How to complete this task: Give all of the listing again word for word, with images excluded.

******

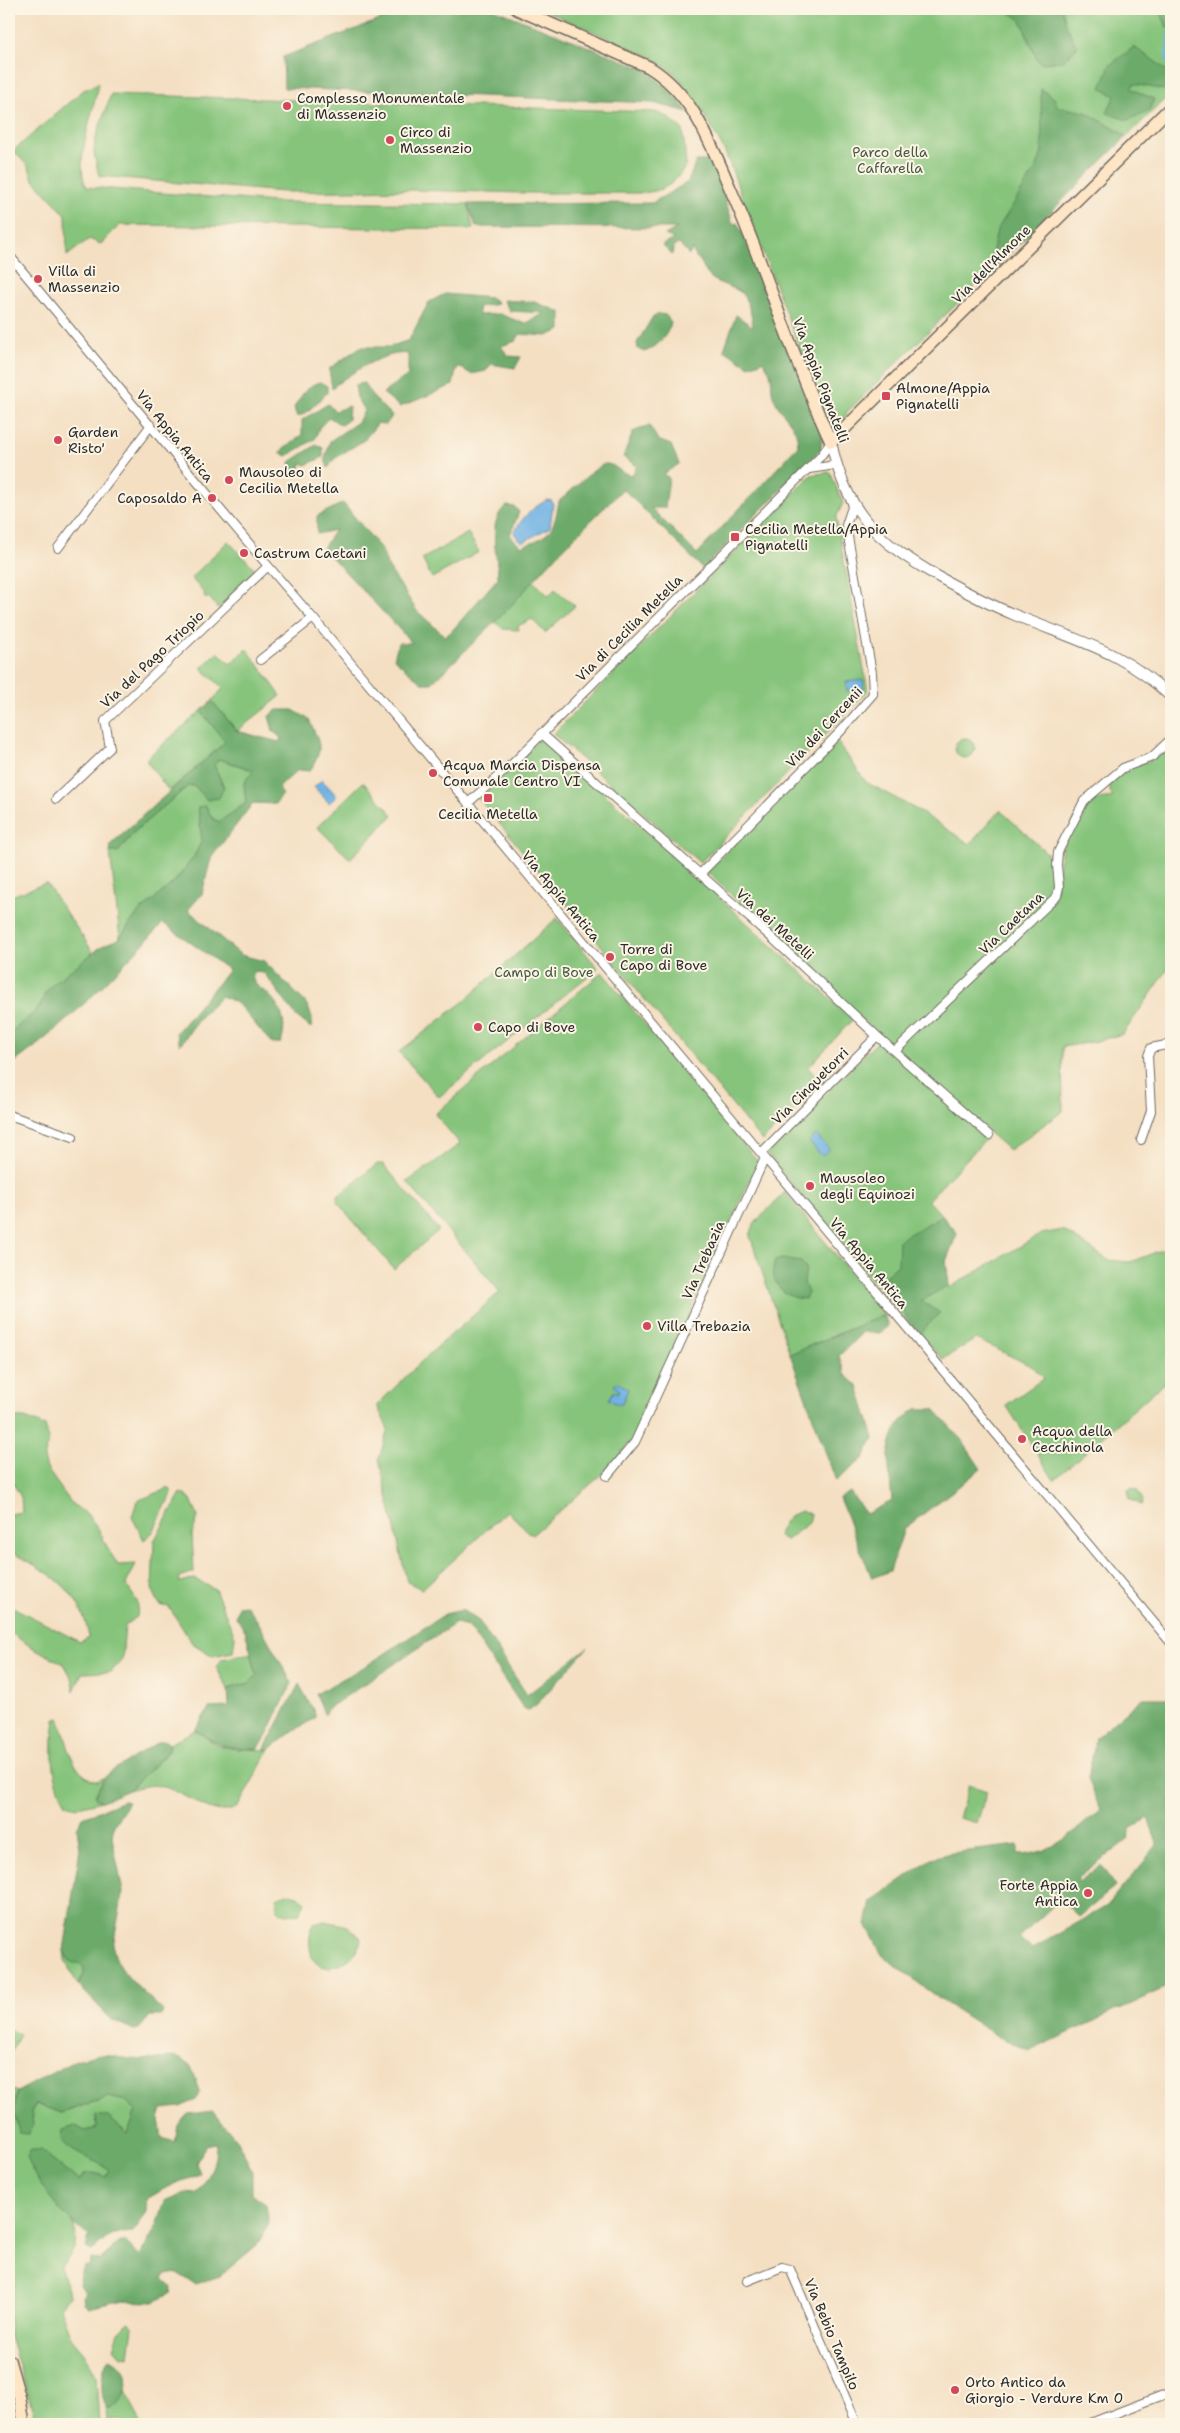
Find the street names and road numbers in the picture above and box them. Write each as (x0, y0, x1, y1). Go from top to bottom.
street label: Via dell'Almone (948, 221, 1034, 307)
street label: Via Appia Pignatelli (789, 315, 853, 445)
street label: Via Appia Antica (132, 386, 218, 486)
street label: Via di Cecilia Metella (572, 571, 686, 685)
street label: Via del Pago Triopio (96, 606, 208, 712)
street label: Via dei Cercenii (782, 683, 866, 771)
street label: Via Appia Antica (518, 847, 605, 945)
street label: Via dei Metelli (732, 884, 818, 964)
street label: Via Caetana (975, 887, 1047, 958)
street label: Via Cinquetorri (768, 1044, 852, 1128)
street label: Via Appia Antica (826, 1214, 913, 1312)
street label: Via Trebazia (677, 1217, 729, 1302)
street label: Via Bebio Tampilo (800, 2275, 864, 2393)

******

Solved exercise:
Find the street names and road numbers in the picture above and box them. Write each as (x0, y0, x1, y1). Go from top to bottom.
street label: Via dell'Almone (948, 221, 1034, 307)
street label: Via Appia Pignatelli (789, 315, 853, 445)
street label: Via Appia Antica (132, 386, 218, 486)
street label: Via di Cecilia Metella (572, 571, 686, 685)
street label: Via del Pago Triopio (96, 606, 208, 712)
street label: Via dei Cercenii (782, 683, 866, 771)
street label: Via Appia Antica (518, 847, 605, 945)
street label: Via dei Metelli (732, 884, 818, 964)
street label: Via Caetana (975, 887, 1047, 958)
street label: Via Cinquetorri (768, 1044, 852, 1128)
street label: Via Appia Antica (826, 1214, 913, 1312)
street label: Via Trebazia (677, 1217, 729, 1302)
street label: Via Bebio Tampilo (800, 2275, 864, 2393)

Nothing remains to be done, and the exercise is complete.